In some ways but not really. This is why marketers use a few years of data for marketing mix modeling. “When you have a system shock like Covid, having years of data becomes even more important,” explained Larry Davis-Swing, vice president of advanced analytics at Spark Foundry. “By having a lot of data before and a lot of data after, you can start to understand and isolate everything that you saw happening during Covid.”
Davis-Swing continued, “When the markets closed, we saw consumer behavior change. People have moved from restaurants to take-out and delivery. We have seen delivery explode. So we can explain this initial explosion not because of advertising or marketing, but because consumers had to change their behavior. »

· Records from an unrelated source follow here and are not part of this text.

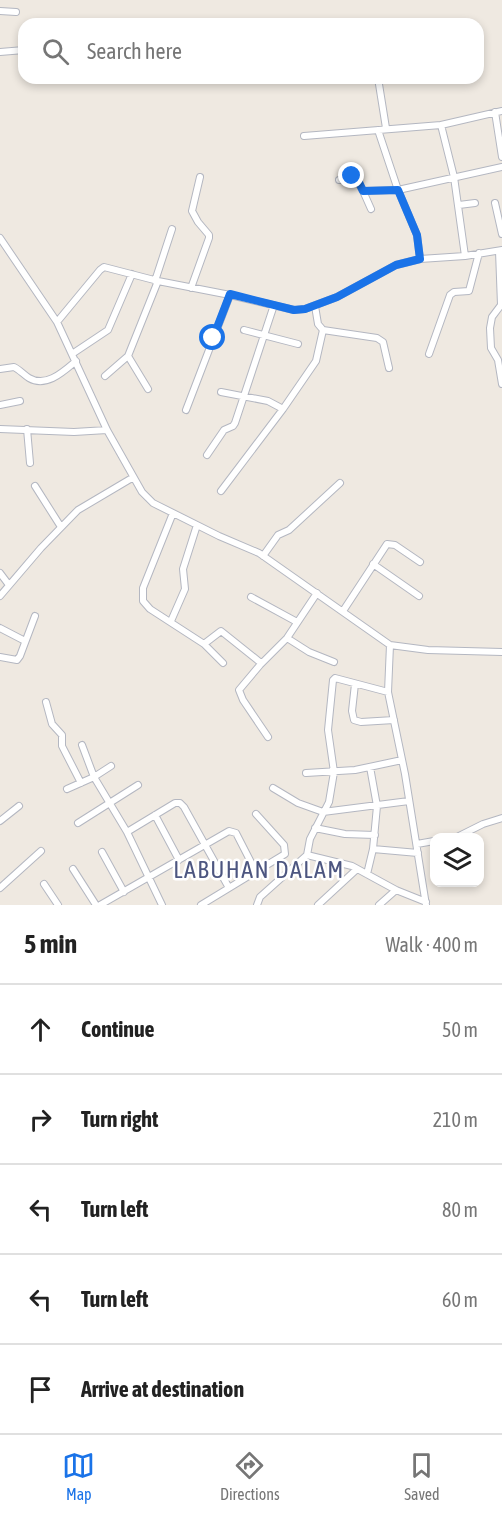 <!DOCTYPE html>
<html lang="en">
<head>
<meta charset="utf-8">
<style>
	:root { --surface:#fff; --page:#f2f2f2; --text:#222; --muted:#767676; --line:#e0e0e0; --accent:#1a73e8 }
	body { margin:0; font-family:"Asap Condensed",sans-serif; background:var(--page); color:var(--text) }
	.controls { position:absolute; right:18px; bottom:18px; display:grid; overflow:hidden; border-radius:12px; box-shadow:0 3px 9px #0003 }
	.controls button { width:54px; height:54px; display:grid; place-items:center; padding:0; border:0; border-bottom:2px solid var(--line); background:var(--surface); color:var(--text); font:30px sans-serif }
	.stop { position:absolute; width:18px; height:18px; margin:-14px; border:4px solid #1a73e8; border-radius:50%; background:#fff }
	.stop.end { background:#1a73e8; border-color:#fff; box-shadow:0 2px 6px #0008 }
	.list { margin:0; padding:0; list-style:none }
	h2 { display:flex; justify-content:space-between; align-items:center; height:78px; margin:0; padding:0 24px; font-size:26px }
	h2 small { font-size:20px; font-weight:400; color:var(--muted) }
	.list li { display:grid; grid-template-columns:39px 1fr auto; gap:18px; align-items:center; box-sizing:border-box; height:90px; padding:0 24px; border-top:2px solid var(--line) }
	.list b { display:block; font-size:22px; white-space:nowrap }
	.list em { font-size:20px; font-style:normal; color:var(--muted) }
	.icon { flex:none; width:33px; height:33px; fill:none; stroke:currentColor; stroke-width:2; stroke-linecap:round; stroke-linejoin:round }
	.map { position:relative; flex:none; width:502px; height:905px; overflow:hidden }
	.search { position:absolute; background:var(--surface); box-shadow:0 3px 9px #0003; left:18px; right:18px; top:18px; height:66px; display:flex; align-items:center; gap:15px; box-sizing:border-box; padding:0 21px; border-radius:18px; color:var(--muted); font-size:22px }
	.sheet { height:528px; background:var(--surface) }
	nav { display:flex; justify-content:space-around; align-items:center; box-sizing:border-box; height:84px; border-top:2px solid var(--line); background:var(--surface); font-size:16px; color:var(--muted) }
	nav a { display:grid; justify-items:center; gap:3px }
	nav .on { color:var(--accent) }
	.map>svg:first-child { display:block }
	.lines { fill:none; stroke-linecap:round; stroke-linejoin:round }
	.minor-casing { stroke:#b4b7c1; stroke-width:8 }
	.minor { stroke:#fff; stroke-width:6 }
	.route { stroke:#1a73e8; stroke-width:8 }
	.labels { text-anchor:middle; stroke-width:5; stroke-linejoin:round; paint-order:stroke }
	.quarter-label { font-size:24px; letter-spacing:1.5px; fill:#4d5680; stroke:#fff }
</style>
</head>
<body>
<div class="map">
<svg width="502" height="905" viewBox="0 0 502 905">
	<rect width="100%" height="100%" fill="#efe9e1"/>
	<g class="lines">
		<defs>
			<path id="minor" d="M 0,11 L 16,12
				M 0,52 L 24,50
				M 378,78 L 386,128
				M 495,112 L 502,157
				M 441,125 L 454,177 L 465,256
				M 378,130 L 398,190 L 417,235 L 420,259
				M 304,136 L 441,125 L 502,111
				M 339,180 L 355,177 L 363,191 L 398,190 L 502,167
				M 363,191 L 371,209
				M 495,203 L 502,234
				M 459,205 L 475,203
				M 0,238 L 57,322 L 107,430 L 142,492 L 153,503 L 219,536 L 259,553 L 390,645 L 388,692 L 405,774 L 426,905
				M 499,251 L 501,305 L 492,317 L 490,328 L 491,348 L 498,360 L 502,384
				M 155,281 L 172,229
				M 191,288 L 209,238 L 209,235 L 198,222 L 192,211 L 200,177
				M 315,306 L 318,324 L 323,330 L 377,338 L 383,342 L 389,368
				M 57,322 L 100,270 L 104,267 L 158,281 L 230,295 L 294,310 L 305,309 L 337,297 L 396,265 L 420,259 L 465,256 L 502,250
				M 244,330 L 298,344
				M 72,354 L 108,330 L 132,274
				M 429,354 L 450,295 L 454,292 L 469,291 L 479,253
				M 0,369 L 14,367 C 20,370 24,375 29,378 C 46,388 63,372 76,361
				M 105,376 L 128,356
				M 148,389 L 128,356 L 158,281
				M 0,405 L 20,401
				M 283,409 L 316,361 L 323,330
				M 186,410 L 230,295
				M 0,429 L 74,432 L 107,430
				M 27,429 L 30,463
				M 207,455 L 224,430 L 233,426 L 235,423 L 274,305
				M 35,486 L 61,527
				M 221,491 L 283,409 L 268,401 L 221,392
				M 173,513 L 143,588 L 143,601 L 150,609 L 204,644 L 223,663
				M 263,556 L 278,535 L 289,530 L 340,483
				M 373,564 L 419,596
				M 0,573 L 9,585
				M 0,596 L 41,548 L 78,510 L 132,478
				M 251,597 L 297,622
				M 343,611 L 387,544 L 395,545 L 420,562
				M 171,621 L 185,589 L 183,569 L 197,525
				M 0,628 L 25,641
				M 287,638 L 309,652 L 334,662
				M 204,644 L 221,631 L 261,663
				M 390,645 L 428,650 L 502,652
				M 0,657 L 17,660 L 20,656 L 35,616
				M 355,684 L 352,711 L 354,720 L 361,722 L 394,720
				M 46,702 L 52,724 L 62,735 L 62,746 L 81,783
				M 268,737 L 243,700 L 239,690 L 260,665 L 287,638 L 317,593
				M 82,745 L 94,777 L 111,766
				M 370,767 L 377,806 L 373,849 L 418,853
				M 306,773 L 355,770 L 402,760
				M 273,788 L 298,803 L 323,812 L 409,801
				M 67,789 L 94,777 L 127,832 L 162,905
				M 155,815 L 179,860
				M 0,821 L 19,806
				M 78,823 L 138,785
				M 315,828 L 345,834 L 375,835
				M 127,832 L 175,803 L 180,803 L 184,807 L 229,888
				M 455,838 L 483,824 L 502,818
				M 417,844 L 434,841
				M 102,852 L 124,892
				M 307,855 L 352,866 L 396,890 L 426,902
				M 73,869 L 96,905
				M 367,874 L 373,849
				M 44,884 L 58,905
				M 0,888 L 41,851
				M 100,905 L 229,831 L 236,833 L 256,872
				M 201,905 L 285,854 L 284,845 L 256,814
				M 257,905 L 260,897 L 307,855 L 310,839 L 329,802 L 334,772 L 328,730 L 333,680 L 335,678 L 388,692
				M 318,905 L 357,869
				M 379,905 L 396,890"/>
		</defs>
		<!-- minor casing -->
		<use href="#minor" class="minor-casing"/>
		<!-- minor -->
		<use href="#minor" class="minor"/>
	</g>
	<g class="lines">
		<!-- route -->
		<path class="route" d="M 213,338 L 230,294 L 294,310 L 305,309 L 337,297 L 396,265 L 420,259 L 417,235 L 398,190 L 363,191 L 357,178 L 352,176"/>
	</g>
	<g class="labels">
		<!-- quarter labels -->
		<g class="quarter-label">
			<text x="259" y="878">LABUHAN DALAM</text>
		</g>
	</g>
</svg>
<div class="controls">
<button><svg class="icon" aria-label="layers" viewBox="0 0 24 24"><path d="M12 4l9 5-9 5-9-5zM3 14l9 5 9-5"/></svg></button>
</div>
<div class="stop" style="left:213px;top:338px"></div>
<div class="stop end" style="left:352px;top:176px"></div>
<div class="search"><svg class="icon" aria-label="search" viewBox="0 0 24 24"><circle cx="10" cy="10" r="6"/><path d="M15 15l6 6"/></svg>Search here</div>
</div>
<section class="sheet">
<h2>5 min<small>Walk · 400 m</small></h2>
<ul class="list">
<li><svg class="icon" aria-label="ahead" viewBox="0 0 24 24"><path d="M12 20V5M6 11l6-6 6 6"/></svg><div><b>Continue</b></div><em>50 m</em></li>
<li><svg class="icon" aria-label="right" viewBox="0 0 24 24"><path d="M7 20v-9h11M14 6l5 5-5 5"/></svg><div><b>Turn right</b></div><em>210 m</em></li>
<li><svg class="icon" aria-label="left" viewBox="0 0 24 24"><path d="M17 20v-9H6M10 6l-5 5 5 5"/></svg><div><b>Turn left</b></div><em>80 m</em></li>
<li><svg class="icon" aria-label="left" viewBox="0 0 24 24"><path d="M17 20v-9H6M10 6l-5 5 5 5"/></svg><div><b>Turn left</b></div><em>60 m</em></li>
<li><svg class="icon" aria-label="arrive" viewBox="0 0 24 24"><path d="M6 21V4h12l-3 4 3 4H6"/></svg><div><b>Arrive at destination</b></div></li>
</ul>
</section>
<nav>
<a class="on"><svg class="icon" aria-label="map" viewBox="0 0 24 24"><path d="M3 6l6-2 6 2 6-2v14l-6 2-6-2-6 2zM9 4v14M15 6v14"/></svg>Map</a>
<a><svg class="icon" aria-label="directions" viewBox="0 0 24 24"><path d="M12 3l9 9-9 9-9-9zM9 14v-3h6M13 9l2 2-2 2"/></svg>Directions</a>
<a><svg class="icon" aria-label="saved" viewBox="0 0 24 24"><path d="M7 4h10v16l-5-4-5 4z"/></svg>Saved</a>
</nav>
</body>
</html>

So yeah, the data from mid-March 2020 through late 2020 — maybe even summer 2021 — is a little fuzzy because consumer behavior has changed significantly, making it harder to make predictions. However, as people leave their homes and resume their pre-pandemic activities, marketers can then weigh 2019 data on the upside and factor in more normal behaviors to help future predictions be more accurate. .
That’s why you need to make sure the entries are correct.
Exactly. Marketers and agency executives need to think about anything that could explain the variation in sales so the model can work well and help predict how they should split their marketing mix. If you have a model that tries to explain the variation in champagne sales, you’ll want to capture a spike on New Year’s Day and Valentine’s Day, explained Trisha Pascale, analytics group director at The Many. If you ignore this, the model could be inaccurate and its predictor useless.
It is also important to consider changes in marketing and advertising strategies. With the turnover from one CMO to another, which tends to happen every 18 months or so, there is often a change in strategy. If you haven’t factored in more digital advertising or whatever change in marketing mix modeling, it won’t show how that change is working.
OK, but aren’t you using a bunch of data. What about cookie death? Won’t that be a problem?
Unlike multi-touch attribution, marketing mix modeling is not performed at the consumer level, so the more personalized data that might disappear with the death of the third-party cookie is not as important to mix modeling. marketing.
“We’re talking about really big trends, and we’re not building those patterns at the consumer level,” said Michael Salemme, vice president of analytics at Zenith. “There are ways to run aggregate data to keep working [marketing] mixed modeling. We try to explain changes in sales usually at a national or regional level, so we just need to know the approximate exposures.